Privation and Pride: Life in Blockaded Alabama. A Heritage in Clay: The Lineage of Robert Ussery. Ground Zero in the Fire Ant Wars. Places in Peril 2006: Alabama's Endangered Historic Landmarks. Read
article excerpts below.

Privation
and Pride: Life in Blockaded Alabama
By
Jessica Fordham Kidd
When President
Lincoln issued his blockade proclamation in April 1861, the Union
navy had a thirty-five-hundred-mile shoreline to blockade. Although
many Confederate blockade runners were able to break through the
Union patrols, the blockade caused shortages of many everyday necessities.
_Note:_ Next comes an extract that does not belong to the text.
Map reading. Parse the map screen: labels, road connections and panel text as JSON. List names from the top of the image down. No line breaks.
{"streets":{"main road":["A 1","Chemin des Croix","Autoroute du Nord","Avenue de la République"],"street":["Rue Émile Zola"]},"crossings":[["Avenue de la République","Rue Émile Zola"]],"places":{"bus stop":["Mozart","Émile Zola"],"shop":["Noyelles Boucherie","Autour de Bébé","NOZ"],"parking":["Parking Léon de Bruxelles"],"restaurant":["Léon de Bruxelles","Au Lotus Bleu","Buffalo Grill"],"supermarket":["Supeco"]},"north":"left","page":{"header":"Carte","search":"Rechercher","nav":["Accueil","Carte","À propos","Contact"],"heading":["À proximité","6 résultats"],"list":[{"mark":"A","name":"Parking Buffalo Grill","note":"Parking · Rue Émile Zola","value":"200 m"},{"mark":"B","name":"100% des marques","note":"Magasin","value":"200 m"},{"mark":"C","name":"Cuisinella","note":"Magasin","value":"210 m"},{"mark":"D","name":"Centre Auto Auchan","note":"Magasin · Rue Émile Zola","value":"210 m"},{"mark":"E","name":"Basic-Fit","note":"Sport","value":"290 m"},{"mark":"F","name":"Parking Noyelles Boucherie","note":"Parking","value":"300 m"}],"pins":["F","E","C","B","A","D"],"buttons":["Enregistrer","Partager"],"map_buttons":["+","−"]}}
Clothing, food, and household supplies became very expensive and
scarce. The people of the blockaded South had to use inventiveness
and perseverance to survive. Parthenia Antoinette Hague's memoir, A
Blockaded Family: Life in Southern Alabama During the Civil War,
is a meticulous record of how Southerners adapted to the blockade
and invented substitutes for hard-to-find household goods. Hague
describes how the people in her community developed substitutes for
things like coffee, sugar, and baking soda. She details the efforts
of women to clothe and shoe their families and illustrates the methods
of conservation and recycling that helped people make the most of
what they had during the lean blockade years.
A
Heritage in Clay: The Lineage of Robert Ussery
By Joey
Brackner
Explore
the interwoven genealogies of Alabama's Southern folk pottery
tradition through the lineage of Robert Ussery, whose pottery
legacy has grown steadily with his family tree. For over two
centuries, descendants of Ussery have remained true to the
conventions of folk pottery while adapting the art to meet
the varying needs of consumers. From essentials of the home,
such as churns and chamber pots in the early 1800s, to present-day
face jugs and ornamental ware, the line of Ussery potters has
truly seen the full spectrum of the tradition realized.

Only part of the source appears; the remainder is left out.